Elsewhere, Mary and Des help two people die in this week's episode. The first is rather simple. They are helping an older woman in renal failure who is ready to be reunited with her husband in whatever comes next in life. It's a death that goes according to plan. Mary even makes sure afterwards. Of course, it still comes with risks too. They meet the woman on a beach. It's where she wants to die because it's such a beautiful sight. They succeed because no one else is there. But it's still startling to watch both of them just casually walk away from the body. It makes sense. It's just slightly weird and tragic. Meanwhile, the second death is much more intense. That's largely because it too features a gun. This show abides by the rule that once a gun is introduced it has to go off eventually. In this case, it's not the same gun though. Des is threatened into staying with a dying woman because her son is pointing a gun at him. Of course, the bullet only grazes him and everyone comes together in the end. But it's still an intense and uncertain moment. Mary is able to help this family in their time of need.

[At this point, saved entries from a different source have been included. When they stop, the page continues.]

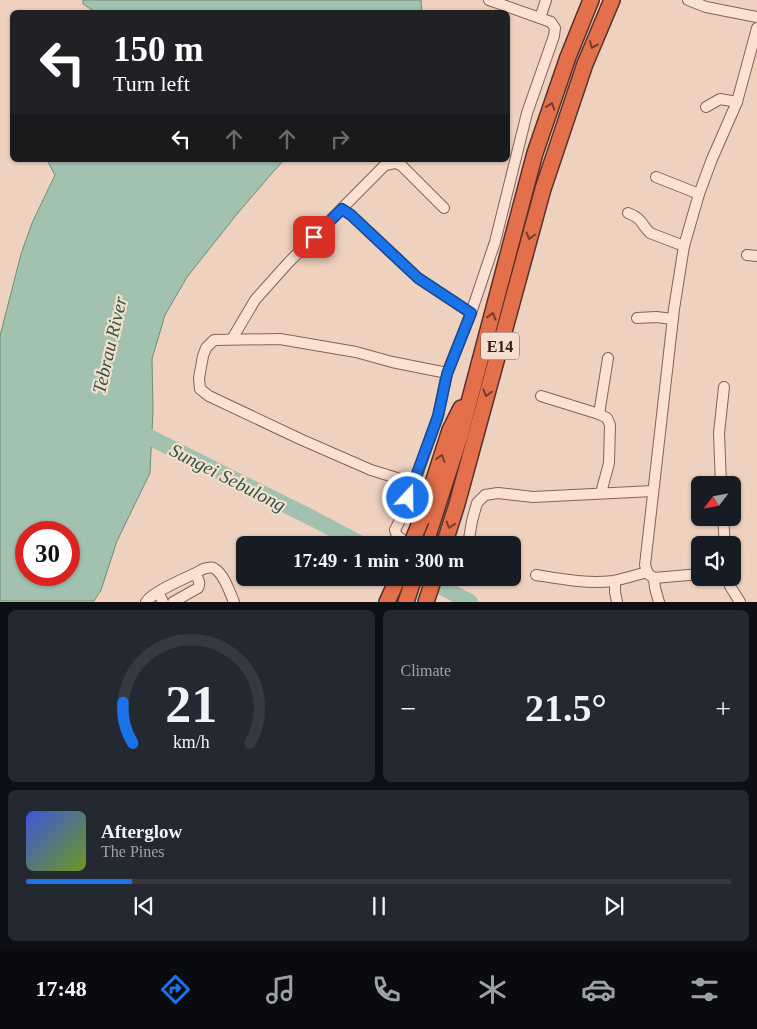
<!DOCTYPE html>
<html lang="en">
<head>
<meta charset="utf-8">
<style>
  body { margin:0; font-family:Georgia,serif; background:#242831; color:#f1f3f6; height:100vh; display:flex; flex-direction:column; font-size:19px; white-space:nowrap }
  * { box-sizing:border-box; margin:0 }
  p { font-size:16px; color:#9ea1a6 }
  .icon { flex:none; width:28px; height:28px; fill:none; stroke:currentColor; stroke-width:2; stroke-linecap:round; stroke-linejoin:round }
  .map { position:relative; height:602px; overflow:hidden }
  .details { display:flex; flex-direction:column; gap:8px; padding:8px; background:#0d0f14; flex:1 }
  .details>* { flex:none }
  .guide { position:absolute; left:10px; top:10px; width:500px; height:152px; border-radius:8px; box-shadow:0 1px 4px #0004; background:#202124; color:#fff; overflow:hidden }
  .needle { width:32px; rotate:238deg }
  .buttons { position:absolute; left:691px; top:476px; display:grid; gap:10px }
  .buttons a { display:grid; place-items:center; width:50px; height:50px; border-radius:8px; background:#171b24; box-shadow:0 1px 4px #0004; font-size:25px }
  .speed { position:absolute; left:15px; top:521px; display:flex; gap:10px; font-size:25px; font-weight:700; text-align:center }
  .speed>* { display:grid; place-content:center; width:65px; height:65px; border-radius:50%; background:#171b24; box-shadow:0 1px 4px #0004; line-height:1 }
  .speed .limit { border:8px solid #d22; background:#fff; color:#111 }
  .pin { position:absolute; display:grid; place-items:center; width:42px; height:42px; color:#fff; margin:-21px; border-radius:10px; box-shadow:0 2px 8px #0006 }
  .me { position:absolute; width:55px; margin:-28px; rotate:21deg; stroke-linejoin:round; filter:drop-shadow(0 0 4px #0008) }
  .turn { display:flex; align-items:center; gap:18px; height:105px; padding:0 20px; font-size:22px }
  .turn .icon { width:65px; height:65px; stroke-width:2.5 }
  .turn b { display:block; font-size:35px; line-height:42px }
  .lanes { display:flex; align-items:center; height:48px; padding:0 20px; background:#0003; justify-content:center; gap:25px; direction:ltr }
  .lanes .off { opacity:.35 }
  .big { font-size:38px; font-weight:700; line-height:1.1 }
  .details .card { flex:1; display:flex; flex-direction:column; justify-content:center; gap:8px; min-width:0; padding:0 18px; border-radius:8px; background:#242831 }
  .details .dial { align-items:center; gap:0 }
  .dial svg { height:130px; overflow:visible; fill:none; stroke:#363941; stroke-width:7; stroke-linecap:round; text-anchor:middle }
  .dial text { fill:#f1f3f6; stroke:none }
  .song { display:flex; align-items:center; gap:15px }
  .cover { width:60px; height:60px; border-radius:8px; background:linear-gradient(135deg,hsl(230 70% 55%),hsl(80 70% 35%)) }
  .played { height:5px; border-radius:2px; background:linear-gradient(90deg,#1a73e8 15%,#363941 15%) }
  .keys { display:flex; justify-content:space-around; direction:ltr }
  .heat { display:flex; justify-content:space-between; align-items:center; font-size:28px; direction:ltr }
  .details .tiles { flex:1; display:grid; gap:8px; grid-template-columns:1fr 1fr }
  .card:last-child { grid-column:span 2 }
  .trip { position:absolute; left:236px; top:536px; width:285px; height:50px; border-radius:8px; background:#171b24; box-shadow:0 1px 4px #0004; font-weight:700; line-height:50px; text-align:center }
  .tabs { display:flex; height:80px; justify-content:space-around; align-items:center; background:#090b0e; color:#9ea1a6 }
  .tabs .icon { width:35px; height:35px }
  .tabs .on { color:#1a73e8 }
  .tabs b { font-size:22px; color:#f1f3f6 }
  .map>svg:first-child { display:block }
  .water { fill:#a2c1ae; stroke:#698f79; fill-rule:evenodd }
  .lines { fill:none; stroke-linecap:round; stroke-linejoin:round }
  .river { stroke:#a2c1ae; stroke-width:16 }
  .minor-casing { stroke:#886157; stroke-width:12 }
  .highway-casing { stroke:#55312b; stroke-width:18 }
  .minor { stroke:#fae1d2; stroke-width:10 }
  .highway { stroke:#e36f4b; stroke-width:15 }
  .highway-bridge-casing { stroke:#55312b; stroke-width:18; stroke-linecap:butt }
  .highway-bridge { stroke:#e36f4b; stroke-width:15 }
  .oneway { stroke:#733c2c }
  .route-casing { stroke:#114b97; stroke-width:12 }
  .route { stroke:#1a73e8; stroke-width:9 }
  .labels { text-anchor:middle; stroke-width:4.5; stroke-linejoin:round; paint-order:stroke }
  .shield { fill:#f6dece; stroke:#705951; stroke-width:1 }
  .shield-label { font-size:16px; font-weight:bold; fill:#37201c }
  .water-label { font-size:19px; font-style:italic; fill:#2a5746; stroke:#f6dece }
</style>
</head>
<body>
<div class="map">
<svg width="757" height="602" viewBox="0 0 757 602">
  <rect width="100%" height="100%" fill="#efd1bf"/>
  <!-- water -->
  <g class="water">
    <polygon points="83,0 421,0 422,12 95,12 83,4"/>
    <path d="M47,160H284L273,172L237,214L187,277L165,315L152,359L153,410L150,473L117,541L101,590L94,601H0V336L21,254L32,223L55,175ZM26,532H69V575H26Z"/>
  </g>
  <g class="lines">
    <!-- river -->
    <g class="river">
      <polyline points="133,429 314,519 363,545"/>
      <polyline points="425,578 470,602"/>
    </g>
    <!-- minor casing -->
    <g class="minor-casing">
      <g id="minor">
        <polyline points="688,0 706,7 757,17"/>
        <polyline points="540,18 546,0"/>
        <polyline points="706,107 720,99 737,102"/>
        <polyline points="656,177 699,194"/>
        <polyline points="342,209 351,215 418,278 471,313"/>
        <path d="M628,213C643,219 640,223 650,233L684,246"/>
        <polyline points="747,255 757,256"/>
        <polyline points="637,318 656,317 673,319"/>
        <polyline points="232,339 255,300 288,263 385,165 395,163 401,165 444,208"/>
        <polyline points="541,396 599,414 607,418 610,425 609,463 601,493"/>
        <polyline points="599,414 608,358"/>
        <polyline points="413,483 371,470 300,439 209,396 200,389 199,378 203,356 206,348 214,340 280,339 356,352 392,362 447,373"/>
        <polyline points="721,485 719,433 724,387"/>
        <polyline points="723,518 725,545"/>
        <polyline points="411,545 397,536 395,530 404,512 438,416 447,373 471,313 495,242 527,113 554,36 555,28 551,22 489,0"/>
        <polyline points="468,545 472,521 477,503 485,495 498,493 533,497 653,491"/>
        <polyline points="700,574 654,578 648,574 645,565 674,309 684,246 699,194 712,159 737,102 757,28"/>
        <path d="M536,575C561,579 587,584 613,581C624,579 636,575 647,572"/>
        <polyline points="654,578 655,588 659,602"/>
        <polyline points="728,578 730,586 740,602"/>
        <polyline points="615,581 615,592 617,602"/>
        <polyline points="158,592 163,602"/>
        <path d="M146,602C154,590 190,577 203,569C207,568 212,566 215,569C224,574 230,593 234,602"/>
        <path d="M173,602L198,588C201,582 198,579 195,574"/>
      </g>
    </g>
    <!-- highway casing -->
    <g class="highway-casing">
      <g id="highway">
        <polyline points="421,520 450,430 461,408"/>
        <polyline points="425,545 460,436 535,153 568,57 591,0"/>
        <polyline points="444,545 457,504 543,189 585,64 612,0"/>
        <polyline points="387,602 398,578"/>
        <polyline points="406,602 414,578"/>
        <polyline points="426,602 434,578"/>
      </g>
    </g>
    <!-- minor -->
    <use href="#minor" class="minor"/>
    <!-- highway -->
    <use href="#highway" class="highway"/>
    <!-- highway-bridge casing -->
    <g class="highway-bridge-casing">
      <polyline id="highway-bridge" points="411,545 421,520"/>
    </g>
    <!-- highway-bridge -->
    <use href="#highway-bridge" class="highway-bridge"/>
  </g>
  <!-- one-way arrows -->
  <defs><path id="oneway-chevron" d="M-2-3.5L2.5 0L-2 3.5" fill="none" stroke-width="1.6" stroke-linecap="round" stroke-linejoin="round" transform="scale(1.25)"/></defs>
  <g class="oneway">
    <use href="#oneway-chevron" transform="translate(593 45) rotate(113)"/>
    <use href="#oneway-chevron" transform="translate(551 106) rotate(-71)"/>
    <use href="#oneway-chevron" transform="translate(530 236) rotate(105)"/>
    <use href="#oneway-chevron" transform="translate(492 316) rotate(-75)"/>
    <use href="#oneway-chevron" transform="translate(487 393) rotate(105)"/>
    <use href="#oneway-chevron" transform="translate(441 458) rotate(-72)"/>
    <use href="#oneway-chevron" transform="translate(450 525) rotate(107)"/>
  </g>
  <g class="lines">
    <!-- route casing -->
    <g class="route-casing">
      <polyline id="route" points="314,237 342,209 351,215 418,278 471,313 447,374 438,416 408,498"/>
    </g>
    <!-- route -->
    <use href="#route" class="route"/>
  </g>
  <g class="labels">
    <!-- shield labels -->
    <rect class="shield" x="481" y="332.5" width="38" height="27" rx="4"/>
    <g class="shield-label">
      <text x="500" y="352">E14</text>
    </g>
    <!-- water labels -->
    <g class="water-label">
      <text transform="translate(109 345) rotate(-77)" y="7">Tebrau River</text>
      <text transform="translate(228 477) rotate(27)" y="7">Sungei Sebulong</text>
    </g>
  </g>
</svg>
<div class="buttons">
<a><svg class="needle" viewBox="-14 -14 28 28"><path d="M0-13l5 13h-10z" fill="#e53935"/><path d="M0 13l5-13h-10z" fill="#9ea1a6"/></svg></a>
<a><svg class="icon" aria-label="sound" viewBox="0 0 24 24"><path d="M4 9h4l5-4v14l-5-4H4zM17 9q2 3 0 6"/></svg></a>
</div>
<div class="speed"><div class="limit">30</div></div>
<div class="pin" style="left:314px;top:237px;background:#d93025"><svg class="icon" aria-label="arrive" viewBox="0 0 24 24"><path d="M6 21V4h12l-3 4 3 4H6"/></svg></div>
<svg class="me" style="left:408px;top:498px" viewBox="-20 -20 40 40"><circle r="17" fill="#1a73e8" stroke="#fff" stroke-width="3"/><path d="M0-11L8 9 0 5-8 9z" fill="#fff"/></svg>
<div class="trip">17:49 · 1 min · 300 m</div>
<div class="guide">
<div class="turn"><svg class="icon" aria-label="left" viewBox="0 0 24 24"><path d="M17 20v-9H6M10 6l-5 5 5 5"/></svg><div><b>150 m</b>Turn left</div></div>
<div class="lanes"><svg class="icon" aria-label="left" viewBox="0 0 24 24"><path d="M17 20v-9H6M10 6l-5 5 5 5"/></svg><svg class="icon off" aria-label="ahead" viewBox="0 0 24 24"><path d="M12 20V5M6 11l6-6 6 6"/></svg><svg class="icon off" aria-label="ahead" viewBox="0 0 24 24"><path d="M12 20V5M6 11l6-6 6 6"/></svg><svg class="icon off" aria-label="right" viewBox="0 0 24 24"><path d="M7 20v-9h11M14 6l5 5-5 5"/></svg></div>
</div>
</div>
<section class="details">
<div class="tiles">
<div class="card dial"><svg viewBox="0 0 100 80">
<path d="M14 69A42 42 0 1 1 86 69"/>
<path d="M14 69A42 42 0 0 1 8 44" stroke="#1a73e8"/>
<text x="50" y="56" font-size="32" font-weight="700">21</text>
<text x="50" y="72" font-size="11">km/h</text>
</svg></div>
<div class="card"><p>Climate</p>
<div class="heat"><a>−</a><b class="big">21.5°</b><a>+</a></div>
</div>
<div class="card">
<div class="song"><i class="cover"></i><div><b>Afterglow</b><p>The Pines</p></div></div>
<div class="played"></div>
<div class="keys"><svg class="icon" aria-label="previous" viewBox="0 0 24 24"><path d="M18 5L8 12l10 7zM5 5v14"/></svg><svg class="icon" aria-label="pause" viewBox="0 0 24 24"><path d="M8 5v14M16 5v14"/></svg><svg class="icon" aria-label="next" viewBox="0 0 24 24"><path d="M6 5l10 7-10 7zM19 5v14"/></svg></div>
</div>
</div>
</section>
<nav class="tabs">
<b>17:48</b>
<svg class="icon on" aria-label="directions" viewBox="0 0 24 24"><path d="M12 3l9 9-9 9-9-9zM9 14v-3h6M13 9l2 2-2 2"/></svg>
<svg class="icon" aria-label="music" viewBox="0 0 24 24"><path d="M9 18V5l10-2v13"/><circle cx="6" cy="18" r="3"/><circle cx="16" cy="16" r="3"/></svg>
<svg class="icon" aria-label="phone" viewBox="0 0 24 24"><path d="M5 4h4l2 5-3 2q2 4 5 5l2-3 5 2v4C11 20 4 13 5 4z"/></svg>
<svg class="icon" aria-label="climate" viewBox="0 0 24 24"><path d="M12 3v18M4 7l16 10M4 17L20 7"/></svg>
<svg class="icon" aria-label="car" viewBox="0 0 24 24"><path d="M5 17H2v-5l4-1 3-4h7l3 4 3 1v5h-3M9 17h6M6 11h13"/><circle cx="7" cy="17" r="2"/><circle cx="17" cy="17" r="2"/></svg>
<svg class="icon" aria-label="filters" viewBox="0 0 24 24"><path d="M4 7h16M4 17h16"/><circle cx="9" cy="7" r="2"/><circle cx="15" cy="17" r="2"/></svg>
</nav>
</body>
</html>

She sees it as a beautiful gift she gave them because she was ending the woman's suffering. In the process though, she had to meet with Des' drug hookup and she had to inject the drugs herself. So, her rules can be changed which may be a slippery slope for her to fall on as the season progresses.

Some more thoughts:
  • "The River Styx" was written by Mike Goldbach and directed by Holly Dale.
  • Mary and Des have already gone through a lot of drugs. It seems like every week they are stopping to see Grady and pick up more. He gives them a couple of bottles each time. But circumstances ultimately end up destroying most of them before they can be put to use. That seems like a narrative excuse to keep Mary and Des seeing Grady.
  • Speaking of Grady, he's coming across as a creepy and broad one-note character. It's understandable why he wants Mary to prove she isn't wearing a wire. Just the way he goes about it and his ogling of her body is very weird and uncomfortable.
  • It's really difficult to care about anything that is going on with Mary's daughter and her friend. They are both being set up as important characters. However, their concerns are just so trivial and cliche compared to the rest of the show. It largely just proves that Mary's lies don't stand up to a whole lot of scrutiny.
  • Mary gets a call from the wife of the man she killed in the opening moments of the series. She quickly hangs up after learning who is calling her. But this is going to be an interesting complication moving forward. Mary had to smother him to death with a pillow. The drugs didn't work. Plus, it seems like an oversight to leave that pamphlet with her number laying around.
  • Joel and Frank know about Annie as well. They know that she is the liaison between Mary and the terminally ill patients. It was included in the notes from the judge's kid. But knowing that Joel is a cop will probably force Mary to confront Annie about how she connected with him to start with.
  • Casper the cat may actually be dead now. That's sad and disappointing. It's just further proof that Des can't be responsible with anything.